Collected data:
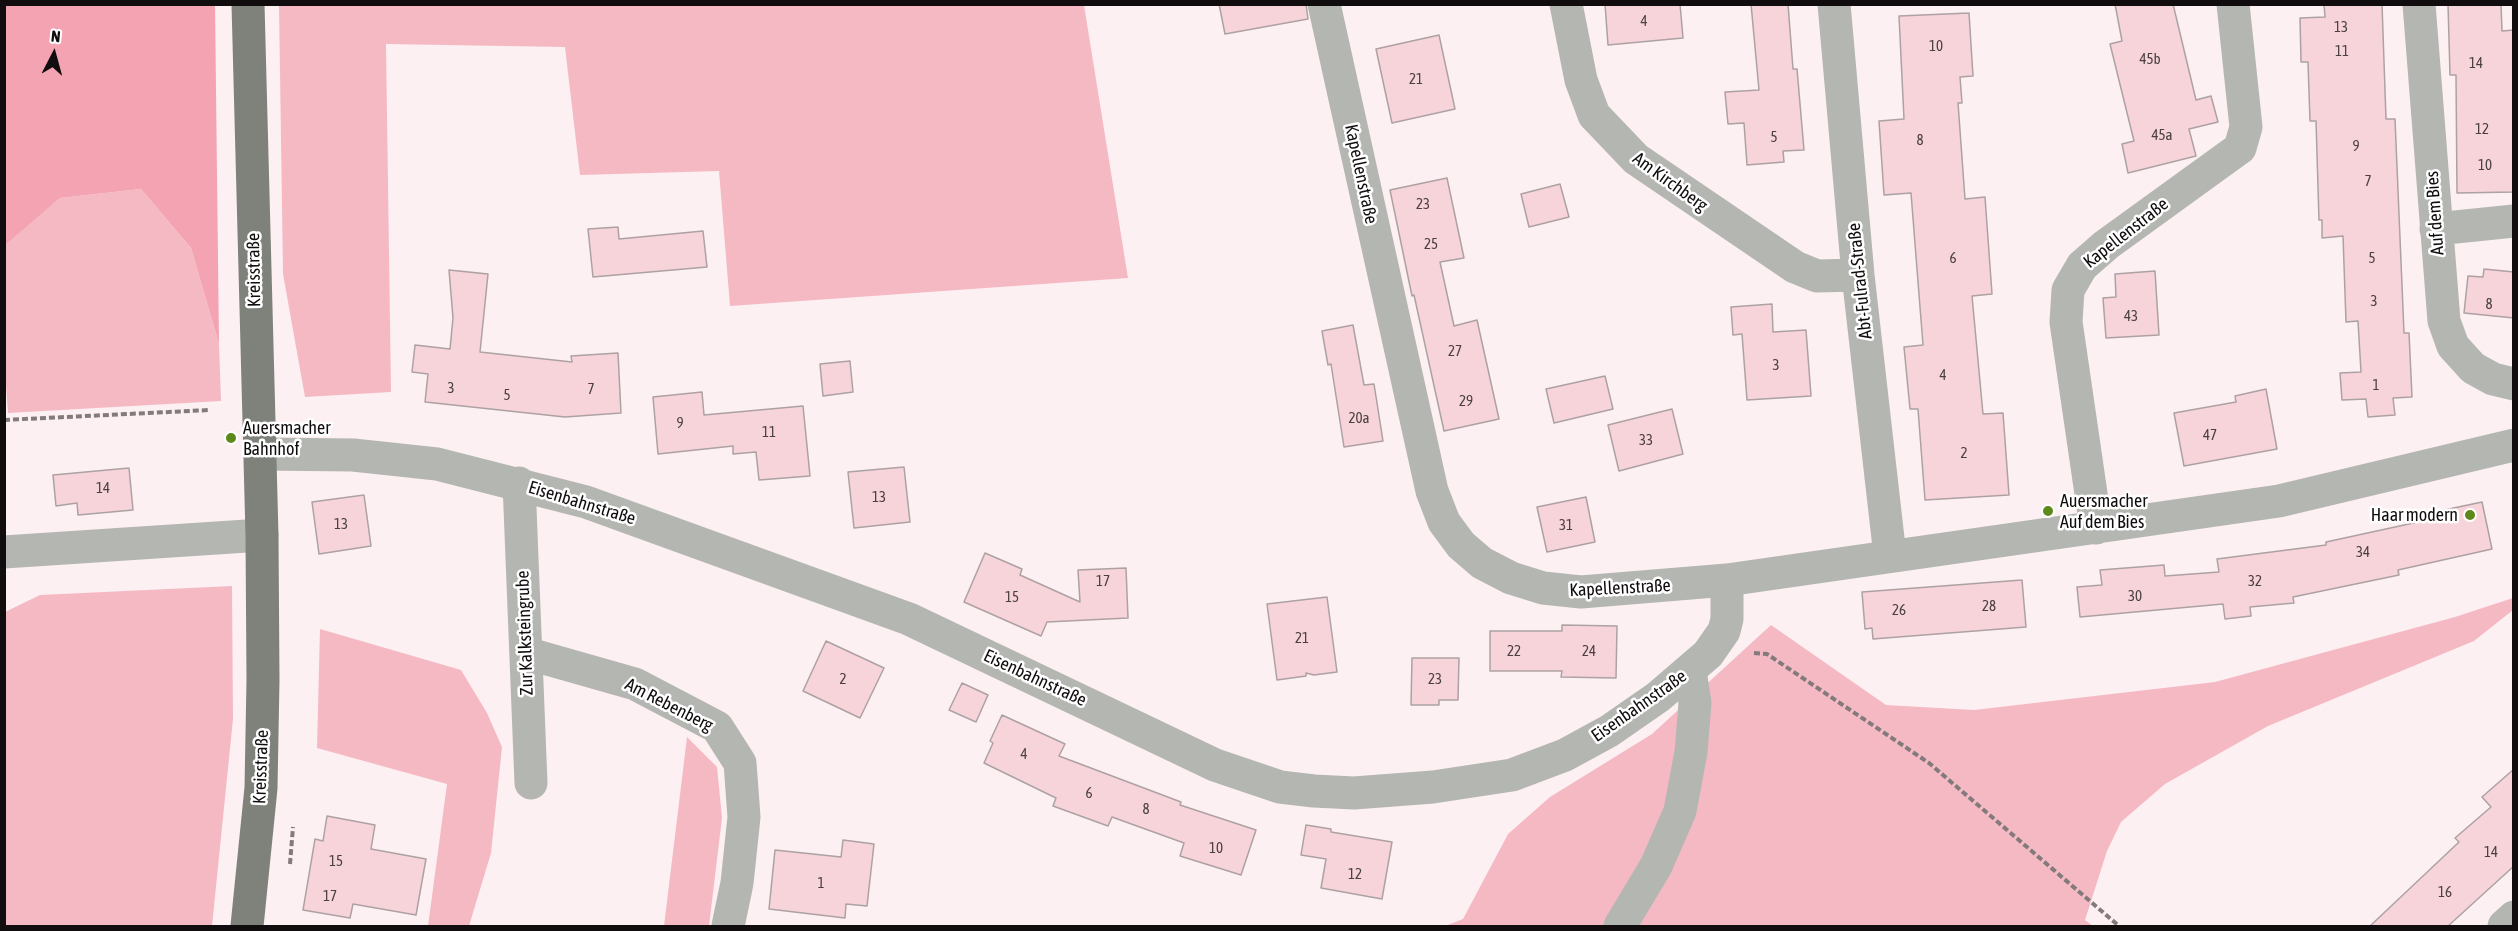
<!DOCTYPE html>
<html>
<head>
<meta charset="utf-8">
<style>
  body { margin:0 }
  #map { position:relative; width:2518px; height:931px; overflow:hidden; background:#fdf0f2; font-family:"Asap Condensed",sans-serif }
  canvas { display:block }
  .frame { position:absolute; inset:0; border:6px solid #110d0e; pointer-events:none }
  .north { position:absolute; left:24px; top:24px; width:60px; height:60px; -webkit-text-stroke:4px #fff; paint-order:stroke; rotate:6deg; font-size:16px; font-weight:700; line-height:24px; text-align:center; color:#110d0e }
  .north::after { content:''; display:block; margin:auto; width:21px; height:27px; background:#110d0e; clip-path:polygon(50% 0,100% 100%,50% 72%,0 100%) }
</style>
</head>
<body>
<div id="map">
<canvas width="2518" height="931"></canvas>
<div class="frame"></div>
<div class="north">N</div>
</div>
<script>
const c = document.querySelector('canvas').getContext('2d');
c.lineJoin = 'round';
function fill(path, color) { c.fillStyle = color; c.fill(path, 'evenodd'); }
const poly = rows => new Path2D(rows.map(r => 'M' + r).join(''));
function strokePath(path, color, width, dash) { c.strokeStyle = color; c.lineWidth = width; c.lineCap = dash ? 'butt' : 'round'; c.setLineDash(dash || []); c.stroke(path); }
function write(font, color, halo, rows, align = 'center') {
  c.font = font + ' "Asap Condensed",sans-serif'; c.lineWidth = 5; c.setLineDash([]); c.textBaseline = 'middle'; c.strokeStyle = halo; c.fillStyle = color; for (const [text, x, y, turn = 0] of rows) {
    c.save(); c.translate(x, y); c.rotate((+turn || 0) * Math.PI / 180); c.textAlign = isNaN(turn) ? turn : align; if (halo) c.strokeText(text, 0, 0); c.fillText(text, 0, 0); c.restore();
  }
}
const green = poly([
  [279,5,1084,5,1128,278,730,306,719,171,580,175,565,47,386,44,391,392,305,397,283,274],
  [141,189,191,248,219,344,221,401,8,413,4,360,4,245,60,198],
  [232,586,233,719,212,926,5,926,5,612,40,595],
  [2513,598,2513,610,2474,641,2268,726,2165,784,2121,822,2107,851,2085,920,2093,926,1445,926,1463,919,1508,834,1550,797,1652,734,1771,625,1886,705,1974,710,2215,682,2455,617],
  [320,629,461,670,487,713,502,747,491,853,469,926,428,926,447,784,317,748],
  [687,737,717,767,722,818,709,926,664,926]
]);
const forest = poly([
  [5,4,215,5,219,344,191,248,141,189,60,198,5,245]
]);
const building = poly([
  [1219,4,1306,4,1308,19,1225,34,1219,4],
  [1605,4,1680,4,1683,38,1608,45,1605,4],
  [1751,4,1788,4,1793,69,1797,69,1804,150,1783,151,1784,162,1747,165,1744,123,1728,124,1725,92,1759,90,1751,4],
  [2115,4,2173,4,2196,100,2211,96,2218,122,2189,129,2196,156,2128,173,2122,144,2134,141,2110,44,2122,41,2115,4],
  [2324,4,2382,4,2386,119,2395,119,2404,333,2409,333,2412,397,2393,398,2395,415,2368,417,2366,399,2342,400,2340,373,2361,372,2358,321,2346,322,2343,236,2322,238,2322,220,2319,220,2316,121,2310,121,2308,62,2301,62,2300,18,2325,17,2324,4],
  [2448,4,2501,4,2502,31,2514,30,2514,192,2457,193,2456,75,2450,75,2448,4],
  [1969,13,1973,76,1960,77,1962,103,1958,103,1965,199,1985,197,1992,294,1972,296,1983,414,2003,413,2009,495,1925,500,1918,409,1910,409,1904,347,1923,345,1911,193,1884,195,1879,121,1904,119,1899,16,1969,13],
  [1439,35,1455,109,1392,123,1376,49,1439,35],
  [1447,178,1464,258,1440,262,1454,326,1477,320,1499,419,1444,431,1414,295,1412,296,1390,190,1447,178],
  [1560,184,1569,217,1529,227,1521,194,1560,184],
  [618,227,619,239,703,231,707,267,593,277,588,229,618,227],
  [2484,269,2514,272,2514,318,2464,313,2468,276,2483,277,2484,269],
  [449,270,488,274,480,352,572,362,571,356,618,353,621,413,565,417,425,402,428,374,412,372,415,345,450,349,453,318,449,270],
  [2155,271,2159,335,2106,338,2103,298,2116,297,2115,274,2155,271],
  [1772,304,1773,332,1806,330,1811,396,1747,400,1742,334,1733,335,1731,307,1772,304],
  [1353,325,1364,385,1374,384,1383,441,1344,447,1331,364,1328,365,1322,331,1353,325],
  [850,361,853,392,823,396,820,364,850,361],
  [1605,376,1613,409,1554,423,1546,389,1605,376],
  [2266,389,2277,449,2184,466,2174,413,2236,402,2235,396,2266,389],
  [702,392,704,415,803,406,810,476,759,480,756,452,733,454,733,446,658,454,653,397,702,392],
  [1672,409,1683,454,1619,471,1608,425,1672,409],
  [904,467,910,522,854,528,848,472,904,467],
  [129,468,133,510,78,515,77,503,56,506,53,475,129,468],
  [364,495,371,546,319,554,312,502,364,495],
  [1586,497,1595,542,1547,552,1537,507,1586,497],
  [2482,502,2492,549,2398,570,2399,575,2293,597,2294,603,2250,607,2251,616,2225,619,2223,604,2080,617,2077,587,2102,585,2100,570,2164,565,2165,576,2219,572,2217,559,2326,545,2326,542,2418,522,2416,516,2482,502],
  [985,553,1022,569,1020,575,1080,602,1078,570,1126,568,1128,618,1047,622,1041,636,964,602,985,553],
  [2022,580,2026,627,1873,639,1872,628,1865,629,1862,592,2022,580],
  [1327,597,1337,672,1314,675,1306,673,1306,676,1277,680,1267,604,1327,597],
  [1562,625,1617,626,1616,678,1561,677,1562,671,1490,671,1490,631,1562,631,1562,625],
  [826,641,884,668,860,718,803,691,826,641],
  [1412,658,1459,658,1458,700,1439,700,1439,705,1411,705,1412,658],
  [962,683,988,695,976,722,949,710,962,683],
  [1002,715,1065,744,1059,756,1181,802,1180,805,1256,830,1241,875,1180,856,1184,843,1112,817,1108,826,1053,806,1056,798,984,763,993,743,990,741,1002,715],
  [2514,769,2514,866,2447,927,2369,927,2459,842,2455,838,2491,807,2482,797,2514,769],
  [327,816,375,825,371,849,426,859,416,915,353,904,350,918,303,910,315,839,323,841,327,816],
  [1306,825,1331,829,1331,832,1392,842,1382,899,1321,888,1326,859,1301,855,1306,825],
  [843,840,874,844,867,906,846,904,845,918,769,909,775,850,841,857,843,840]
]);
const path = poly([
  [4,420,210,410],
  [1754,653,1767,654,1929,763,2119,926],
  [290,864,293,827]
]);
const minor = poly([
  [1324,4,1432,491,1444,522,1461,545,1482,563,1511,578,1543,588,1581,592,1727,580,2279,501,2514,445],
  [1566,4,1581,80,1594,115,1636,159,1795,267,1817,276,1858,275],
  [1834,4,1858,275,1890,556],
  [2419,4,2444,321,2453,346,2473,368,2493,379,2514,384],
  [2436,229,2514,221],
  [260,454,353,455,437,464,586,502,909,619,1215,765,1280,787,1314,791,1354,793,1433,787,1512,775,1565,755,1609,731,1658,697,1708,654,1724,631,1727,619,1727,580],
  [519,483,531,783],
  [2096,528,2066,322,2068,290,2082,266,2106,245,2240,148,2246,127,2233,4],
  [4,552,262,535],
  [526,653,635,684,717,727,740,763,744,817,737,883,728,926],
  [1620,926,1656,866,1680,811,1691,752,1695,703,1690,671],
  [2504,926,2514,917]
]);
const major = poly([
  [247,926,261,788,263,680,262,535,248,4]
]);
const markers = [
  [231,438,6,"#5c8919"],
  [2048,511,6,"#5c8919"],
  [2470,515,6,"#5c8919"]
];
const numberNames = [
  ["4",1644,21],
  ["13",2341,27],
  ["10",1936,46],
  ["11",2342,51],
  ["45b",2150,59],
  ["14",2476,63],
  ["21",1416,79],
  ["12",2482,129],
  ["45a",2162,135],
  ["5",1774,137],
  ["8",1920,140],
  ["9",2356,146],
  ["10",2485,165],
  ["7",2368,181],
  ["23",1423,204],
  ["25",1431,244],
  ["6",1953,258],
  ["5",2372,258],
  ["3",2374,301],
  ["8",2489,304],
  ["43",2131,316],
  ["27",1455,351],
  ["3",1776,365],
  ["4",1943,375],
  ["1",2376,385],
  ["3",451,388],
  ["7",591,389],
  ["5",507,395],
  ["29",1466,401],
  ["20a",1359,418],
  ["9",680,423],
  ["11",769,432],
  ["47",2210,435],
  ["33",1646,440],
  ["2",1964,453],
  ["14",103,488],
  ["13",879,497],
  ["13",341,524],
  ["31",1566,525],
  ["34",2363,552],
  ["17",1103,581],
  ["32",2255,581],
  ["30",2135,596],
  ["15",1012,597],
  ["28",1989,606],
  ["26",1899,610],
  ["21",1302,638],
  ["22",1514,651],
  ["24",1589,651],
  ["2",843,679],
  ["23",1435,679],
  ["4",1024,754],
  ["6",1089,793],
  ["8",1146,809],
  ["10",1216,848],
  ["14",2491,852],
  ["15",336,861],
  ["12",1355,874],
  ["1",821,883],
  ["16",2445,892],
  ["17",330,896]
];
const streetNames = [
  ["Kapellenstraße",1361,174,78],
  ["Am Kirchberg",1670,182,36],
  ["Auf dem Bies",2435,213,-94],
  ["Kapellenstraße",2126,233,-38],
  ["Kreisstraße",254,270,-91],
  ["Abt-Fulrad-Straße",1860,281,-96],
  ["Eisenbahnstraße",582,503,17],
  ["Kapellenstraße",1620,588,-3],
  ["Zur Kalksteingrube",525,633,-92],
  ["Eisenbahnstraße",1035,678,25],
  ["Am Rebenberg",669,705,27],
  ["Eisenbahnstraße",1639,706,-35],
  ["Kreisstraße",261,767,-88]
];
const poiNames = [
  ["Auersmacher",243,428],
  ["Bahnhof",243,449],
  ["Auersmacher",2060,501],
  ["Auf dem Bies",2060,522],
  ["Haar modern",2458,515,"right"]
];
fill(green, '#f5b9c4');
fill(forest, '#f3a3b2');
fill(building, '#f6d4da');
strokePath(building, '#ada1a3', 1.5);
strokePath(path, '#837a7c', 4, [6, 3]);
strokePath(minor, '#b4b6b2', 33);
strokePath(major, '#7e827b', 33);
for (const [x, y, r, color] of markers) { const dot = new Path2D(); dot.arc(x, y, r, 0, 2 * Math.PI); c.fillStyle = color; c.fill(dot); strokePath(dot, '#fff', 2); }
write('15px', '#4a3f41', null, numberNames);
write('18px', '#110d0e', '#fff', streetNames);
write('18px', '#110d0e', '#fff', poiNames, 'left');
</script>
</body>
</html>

EXERCISE DESCRIPTION> Only a number belongs in the answer: the number of lines in the preceding data that hold "canvas".

ANSWER FOR THE TASK> 3